До сих пор моя задача состояла в том, чтобы, во-первых, выявить некоторые признаки, без наличия которых мы не можем причислить поэта к "избранным", а во-вторых, определить, кого можно считать "типичным представителем" данного места, языка или времени. Но нам нужно еще поставить вопрос: что это за качество, которое сохраняется при переводе на другой язык? Оно преодолевает расстояние и время и способно вызвать прямой отклик, как если бы человек обращался непосредственно к человеку, у читателей любой страны в любой отрезок времени. Это качество может присутствовать в разной степени — ведь Данте, Шекспир и Гёте не единственные "Европейские" поэты. Однако оно должно быть узнаваемо разными людьми: ведь, как я говорил вначале, самый наглядный тест на величие поэта следующий: ни один европеец не может называться образованным человеком, не зная произведений этого поэта — неважно, писал ли поэт на языке читателя или тому пришлось приложить усилия, выучить язык и прочитать произведения поэта в оригинале, или он знаком с ним только в переводах. Невладение языком сужает возможности постижения великого поэта, но не должно являться оправданием полного незнания его творчества.

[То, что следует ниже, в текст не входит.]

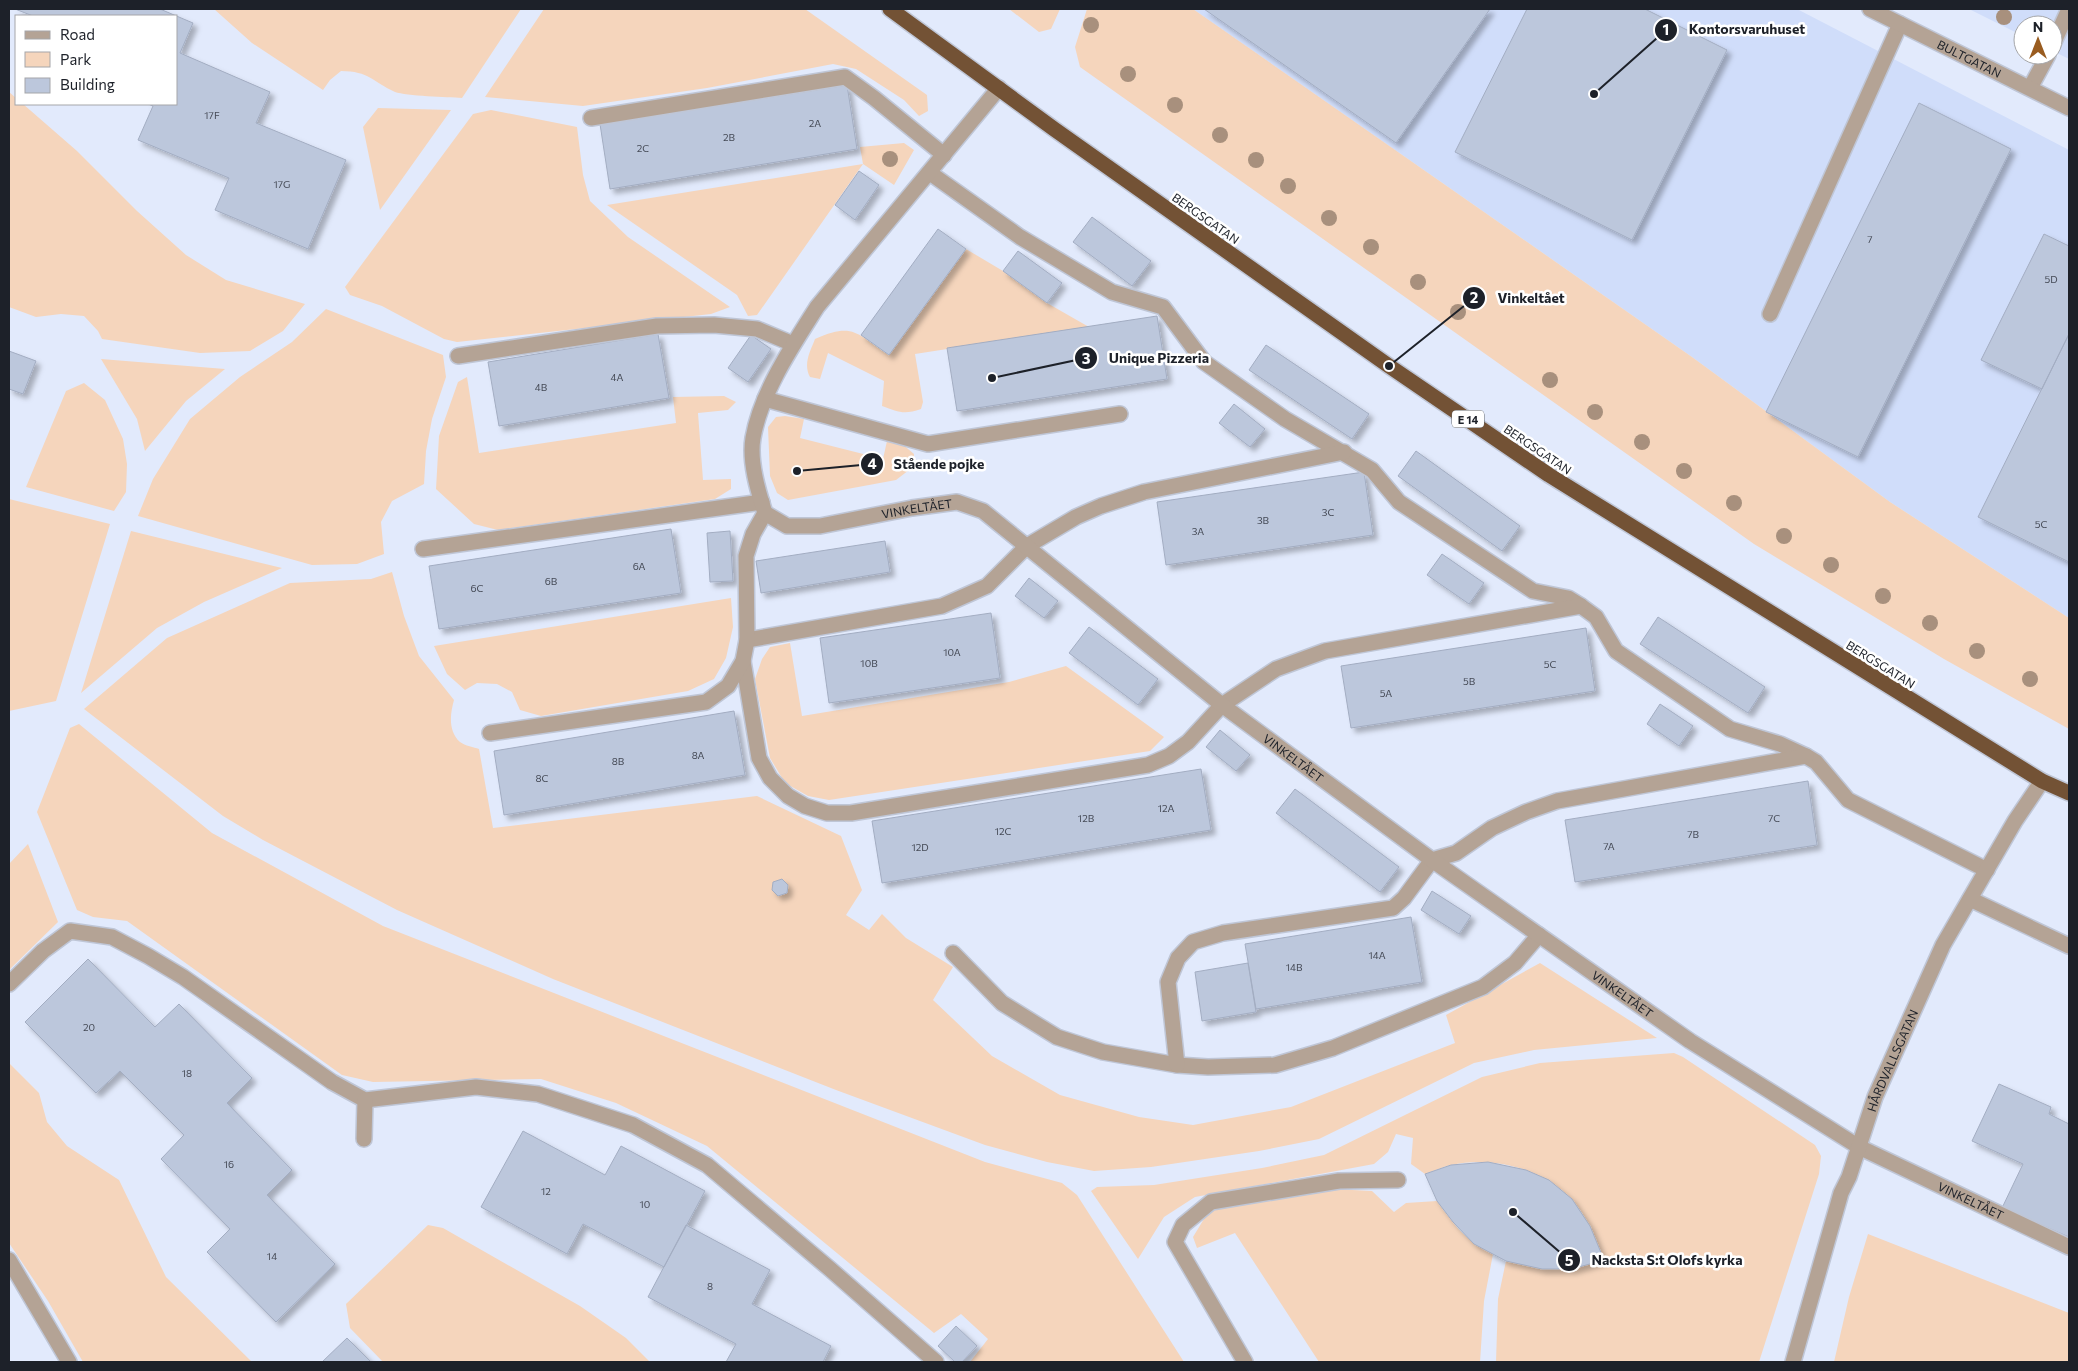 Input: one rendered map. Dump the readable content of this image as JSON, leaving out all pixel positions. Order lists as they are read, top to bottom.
{
  "streets": {
    "highway": ["BERGSGATAN", "E 14"],
    "street": ["BULTGATAN", "VINKELTÅET", "HÅRDVALLSGATAN"]
  },
  "crossings": [
    ["BERGSGATAN", "HÅRDVALLSGATAN"],
    ["VINKELTÅET", "HÅRDVALLSGATAN"]
  ],
  "places": [
    "Kontorsvaruhuset",
    "Vinkeltået",
    "Unique Pizzeria",
    "Stående pojke",
    "Nacksta S:t Olofs kyrka"
  ],
  "house_numbers": [
    "17F",
    "2A",
    "2B",
    "2C",
    "17G",
    "7",
    "5D",
    "4A",
    "4B",
    "3C",
    "3B",
    "5C",
    "3A",
    "6A",
    "6B",
    "6C",
    "10A",
    "10B",
    "5C",
    "5B",
    "5A",
    "8A",
    "8B",
    "8C",
    "12A",
    "12B",
    "7C",
    "12C",
    "7B",
    "7A",
    "12D",
    "14A",
    "14B",
    "20",
    "18",
    "16",
    "12",
    "10",
    "14",
    "8"
  ],
  "legend": ["Road", "Park", "Building"],
  "north": "top"
}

Боюсь, то, что я собираюсь сейчас сказать, многих шокирует, прозвучав слишком уж просто после такого долгого вступления, но это качество — Мудрость. Нет, пожалуй, ни одного другого слова, которому было бы столь трудно дать определение, и ни одного другого, которое так же трудно было бы понять. Чтобы постичь, что есть Мудрость, надо быть мудрым самому, а Мудрость существует только в той степени, какая свойственна человеку, понимающему, что он не мудр, но имеющему основания полагать, что сейчас он мудрее, чем двадцать лет назад. Я упомянул о двадцати годах, потому что вынужден с огорчением процитировать собственное высказывание, напечатанное в 1933 г. Вот оно:

"О Гёте, возможно, вернее всего будет сказать, что он баловался философией и поэзией, не достигнув многого ни в том, ни в другом; его истинное призвание — роль светского человека и мудреца, подобного Ларошфуко, Лабрюйеру, Вовенаргу[369]".

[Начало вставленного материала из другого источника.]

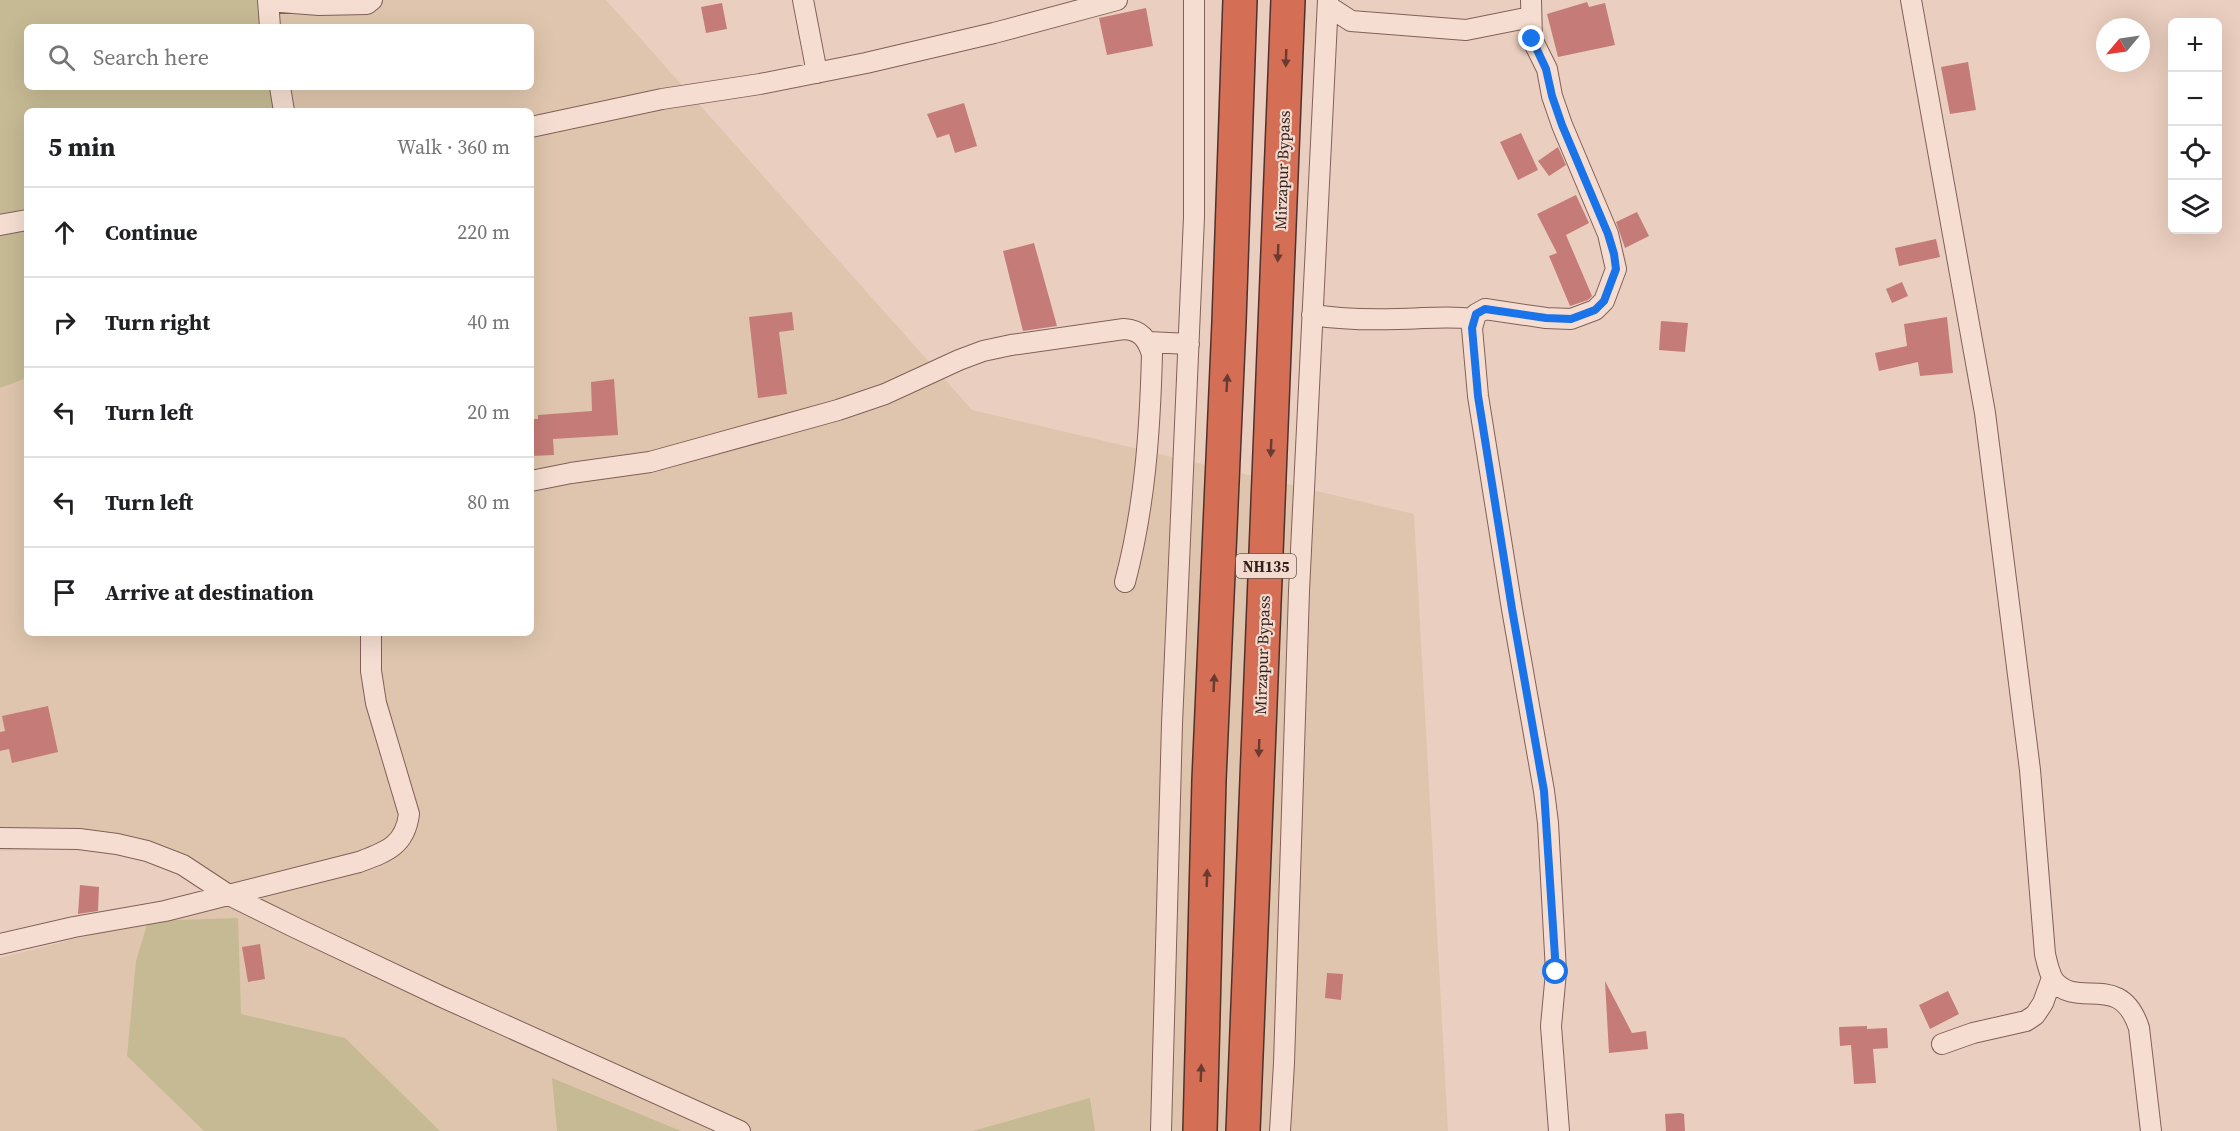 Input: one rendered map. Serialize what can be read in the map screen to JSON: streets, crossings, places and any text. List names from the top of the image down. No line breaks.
{"streets":{"highway":["Mirzapur Bypass","NH135"]},"north":"bottom left","page":{"map_buttons":["+","−"],"search":"Search here","heading":["5 min","Walk · 360 m"],"list":[["Continue","220 m"],["Turn right","40 m"],["Turn left","20 m"],["Turn left","80 m"],"Arrive at destination"]}}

Я никогда не перечитывал текст, из которого взято это предложение: перечитывание собственных прозаических сочинений всегда — болезненное занятие для меня. Эту цитату я обнаружил не так давно в предисловии мистера Майкла Гамбургера к сборнику его переводов стихотворений Гёльдерлина[370], так что буду ссылаться на него. Нет особой надобности говорить, что мое высказывание он цитирует с явным неодобрением. Оно действительно интересно только как пример того, как много неверных суждений допущено в одном предложении, и лишь одно справедливо: Гёте, и правда, мудрец. Особенное внимание я хочу привлечь к одной ошибке: сведение всей мудрости только к житейской. То, что я сейчас скажу, ни в коей мере не умаляет моего восхищения Ларошфуко, но мудрость "светского человека" — весьма ограниченная мудрость; теперь, по прошествии двадцати лет, я уже не путаю разные виды мудрости. Есть житейская мудрость и есть духовная. Первая — может в результате обернуться глупостью, если будет игнорировать или пытаться сузить вещи, находящиеся за пределами ее понимания; духовная мудрость может нисколько не помогать в житейских делах. Поэтому, думаю, если мы называем человека "мудрым", а в контексте не ясно, какую мудрость мы предпочтительнее имеем в виду, значит, мы говорим о человеке, наделенном мудростью в большей степени, чем другие люди: Именно это можно сказать о Гёте. Возможно, есть какие-то пределы мудрости, которых он не достиг, но мне интереснее понять ту степень мудрости, какой он обладал, чем искать ее пределы. Когда человек настолько мудрее тебя, не думаешь, насколько он способен быть еще мудрее.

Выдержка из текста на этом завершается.